Le secrétaire d’État a ensuite indiqué qu’il n’y avait pas de plans de vaccination spécifique pour les ressortissants espagnols à l’étranger, leur vaccination dépendant donc des pays d’accueil. Il a également précisé que l’Espagne se conformait aux recommandations européennes, qui autorisent trois catégories de personnes à voyager vers l’UE : les voyageurs essentiels ; les voyageurs en déplacement non essentiel provenant de pays figurant sur une liste de pays dans lesquels la situation épidémiologique est bonne ; et enfin les personnes vaccinées. Les États membres peuvent lever la restriction des déplacements non essentiels pour les personnes ayant reçu la dernière dose recommandée d'un vaccin autorisé par l'UE et l’Agence européenne du médicament (EMA)[1], ou d’un vaccin homologué au titre de la procédure d'inscription sur la liste d'utilisation d'urgence (« Emergency use listing » ou EUL) de l'OMS[2], au plus tard 14 jours avant leur arrivée.

Ainsi, l’Espagne accepte sur son territoire les personnes ayant reçu l’un des vaccins chinois, certes non-reconnus par l’EMA mais inscrits sur la liste de l’OMS, et refuse à l’inverse celles ayant reçu le vaccin Spoutnik V, sa validité scientifique n’étant reconnue ni par l’EMA, ni par l’OMS. Selon M. Manuel MUÑIZ, l’Espagne n’aurait d’ailleurs pas connu de débat public sur le vaccin Spoutnik en début d’année 2021, contrairement à d’autres pays de l’UE, du fait de la lenteur de son processus de production et de la campagne de vaccination associée.

Affirmant qu’il n’y avait pas de proximité particulière entre le gouvernement de M. Nicolas MADURO et le gouvernement espagnol, M. Manuel MUÑIZ a réitéré le souhait de l’Espagne que soient organisées de nouvelles élections législatives et présidentielles au Venezuela.

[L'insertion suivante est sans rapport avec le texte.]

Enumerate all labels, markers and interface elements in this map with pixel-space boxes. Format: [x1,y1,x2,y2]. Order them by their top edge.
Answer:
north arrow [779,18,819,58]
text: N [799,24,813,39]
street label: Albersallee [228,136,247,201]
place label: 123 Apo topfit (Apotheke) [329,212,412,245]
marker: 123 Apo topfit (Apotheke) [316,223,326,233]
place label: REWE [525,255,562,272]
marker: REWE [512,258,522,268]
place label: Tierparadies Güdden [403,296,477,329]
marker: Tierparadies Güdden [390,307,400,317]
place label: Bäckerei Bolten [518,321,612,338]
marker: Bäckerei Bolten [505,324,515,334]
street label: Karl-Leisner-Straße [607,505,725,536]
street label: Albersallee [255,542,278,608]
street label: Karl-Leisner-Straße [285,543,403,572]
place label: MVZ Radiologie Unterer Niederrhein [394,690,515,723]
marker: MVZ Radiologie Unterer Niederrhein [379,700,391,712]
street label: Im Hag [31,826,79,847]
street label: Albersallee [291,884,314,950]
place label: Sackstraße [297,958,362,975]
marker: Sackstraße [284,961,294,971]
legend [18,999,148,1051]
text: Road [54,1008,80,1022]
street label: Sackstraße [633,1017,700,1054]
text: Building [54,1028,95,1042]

Se disant toutefois prudemment optimiste, du fait notamment de l’annonce d’une mission européenne d'observation des élections au Venezuela, il a estimé que la réponse devait venir du terrain et affirmé que l’Espagne y apportait son concours.

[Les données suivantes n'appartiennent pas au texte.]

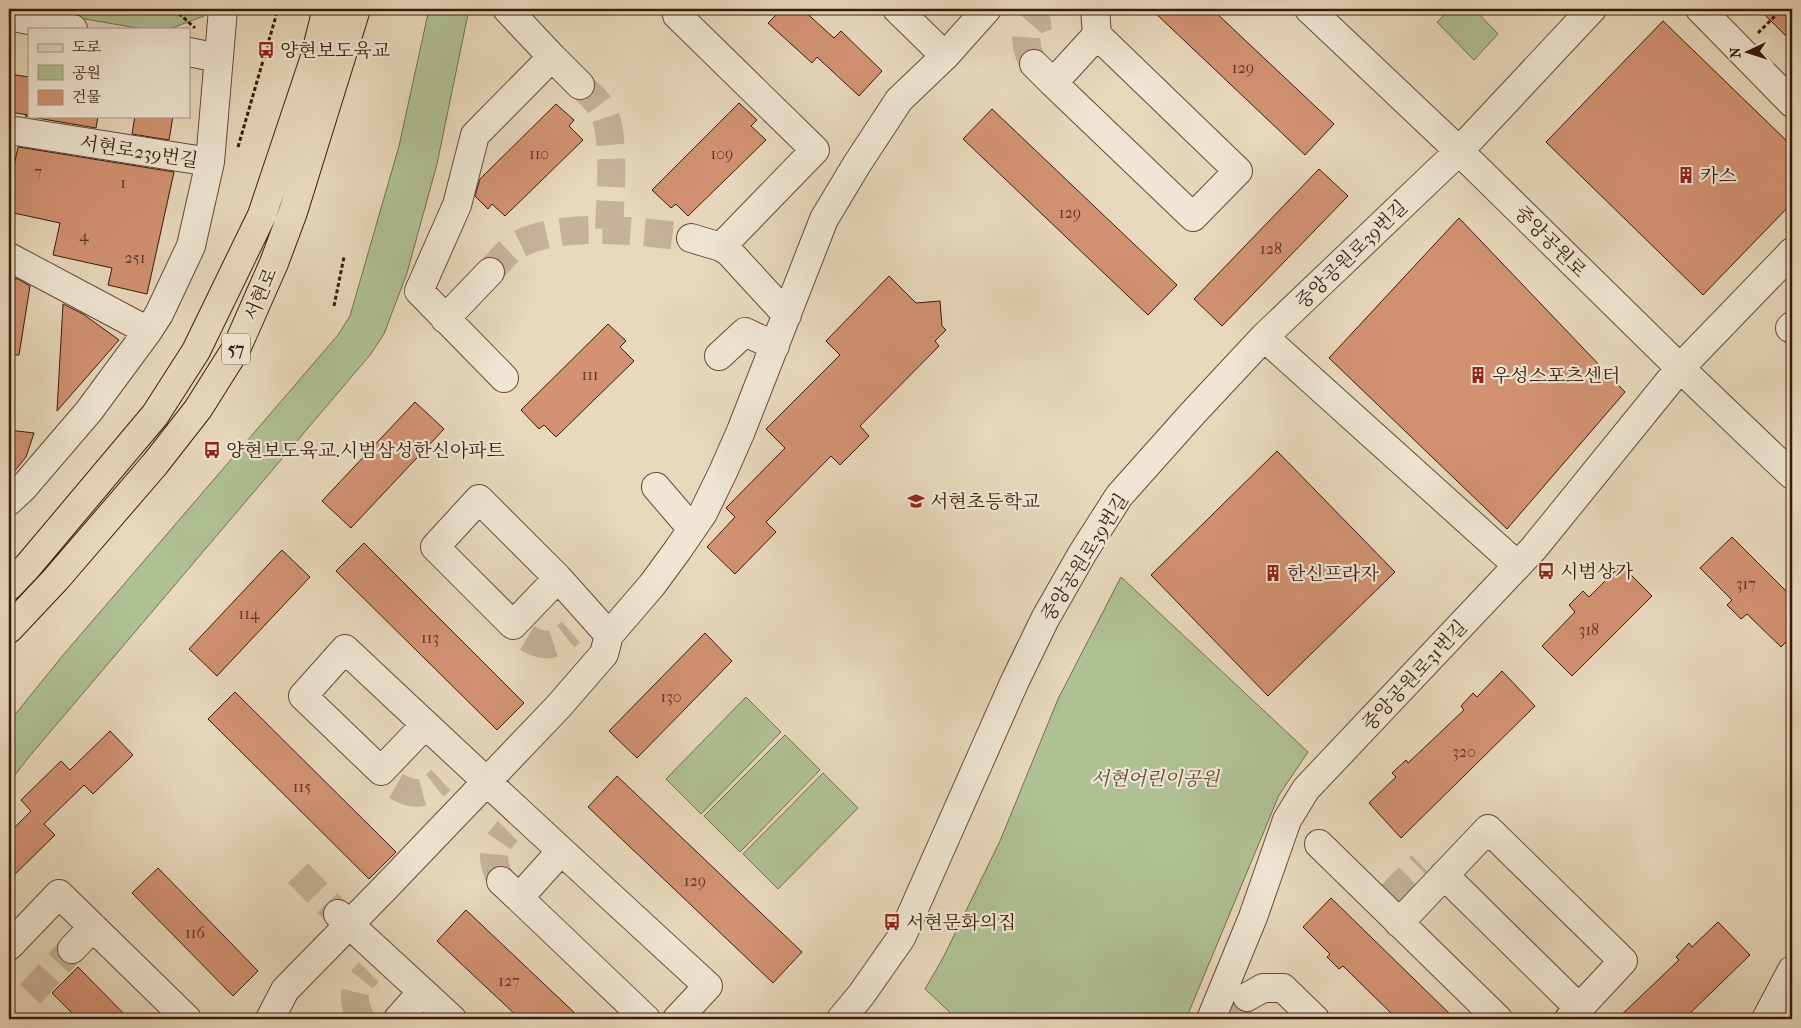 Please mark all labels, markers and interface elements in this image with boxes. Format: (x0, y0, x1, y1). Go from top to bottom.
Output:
legend (28, 28, 190, 118)
north arrow (1724, 28, 1774, 78)
text: 도로 (72, 38, 101, 56)
bus stop icon: 양현보도육교 (256, 40, 276, 60)
place label: 양현보도육교 (280, 40, 390, 62)
text: N (1727, 47, 1744, 59)
house number: 129 (1232, 58, 1254, 77)
text: 공원 (72, 64, 101, 82)
text: 건물 (72, 88, 101, 106)
street label: 서현로239번길 (78, 132, 199, 172)
house number: 110 (529, 144, 549, 163)
house number: 109 (711, 144, 733, 163)
house number: 7 (34, 162, 42, 181)
building icon: 카스 (1676, 165, 1696, 185)
place label: 카스 (1700, 165, 1737, 187)
house number: 1 (120, 173, 126, 192)
street label: 중앙공원로39번길 (1291, 196, 1412, 313)
street label: 중앙공원로 (1510, 201, 1591, 282)
house number: 129 (1059, 203, 1081, 222)
house number: 4 (79, 226, 89, 245)
house number: 128 (1260, 239, 1282, 258)
house number: 251 (125, 248, 145, 267)
street label: 서현로 (240, 265, 282, 324)
road number: 57 (222, 334, 250, 364)
house number: 111 (581, 365, 599, 384)
building icon: 우성스포츠센터 (1468, 365, 1488, 385)
place label: 우성스포츠센터 (1492, 365, 1620, 387)
bus stop icon: 양현보도육교.시범삼성한신아파트 (202, 440, 222, 460)
place label: 양현보도육교.시범삼성한신아파트 (226, 440, 505, 462)
street label: 중앙공원로39번길 (1037, 490, 1133, 625)
school or university icon: 서현초등학교 (906, 491, 926, 511)
place label: 서현초등학교 (930, 491, 1040, 513)
bus stop icon: 시범상가 (1536, 561, 1556, 581)
place label: 시범상가 (1560, 561, 1634, 583)
building icon: 한신프라자 (1263, 563, 1283, 583)
place label: 한신프라자 (1287, 563, 1379, 585)
house number: 317 (1736, 574, 1756, 593)
house number: 114 (239, 604, 260, 623)
street label: 중앙공원로31번길 (1358, 616, 1472, 735)
house number: 318 (1579, 620, 1599, 639)
house number: 113 (421, 628, 439, 647)
house number: 130 (660, 687, 682, 706)
house number: 320 (1452, 742, 1476, 761)
park label: 서현어린이공원 (1091, 768, 1221, 790)
house number: 115 (293, 777, 311, 796)
house number: 129 (684, 871, 706, 890)
bus stop icon: 서현문화의집 (882, 912, 902, 932)
place label: 서현문화의집 (906, 912, 1016, 934)
house number: 116 (185, 923, 205, 942)
house number: 127 (498, 971, 520, 990)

Enfin, l’annonce de la fin de l’opération Barkhane n’a pas surpris l’Espagne, selon M. Manuel MUÑIZ, puisqu’elle savait que ce départ des troupes françaises était envisagé. Il a rappelé l’engagement de son pays pour donner une véritable capacité d’action aux pays du Sahel, et ainsi mettre un terme à la menace terroriste tout en répondant au défi migratoire, citant la visite par la ministre espagnole des Affaires étrangères de chacun des pays du Sahel depuis un an et demi. Le secrétaire d’État a conclu son propos en rappelant que la France était un « allié précieux » dans la zone saharienne.


De gauche à droite : M. Manuel MUÑIZ, recevant une médaille du Sénat,


[1] Il s’agit de quatre vaccins : Pfizer-BioNTech, Moderna, AstraZeneca et Johnson&Johnson (Janssen).

[2] Ce sont, outre ceux reconnus par l’EMA : Covishield, Sinopharm et Sinovac-CoronaVac.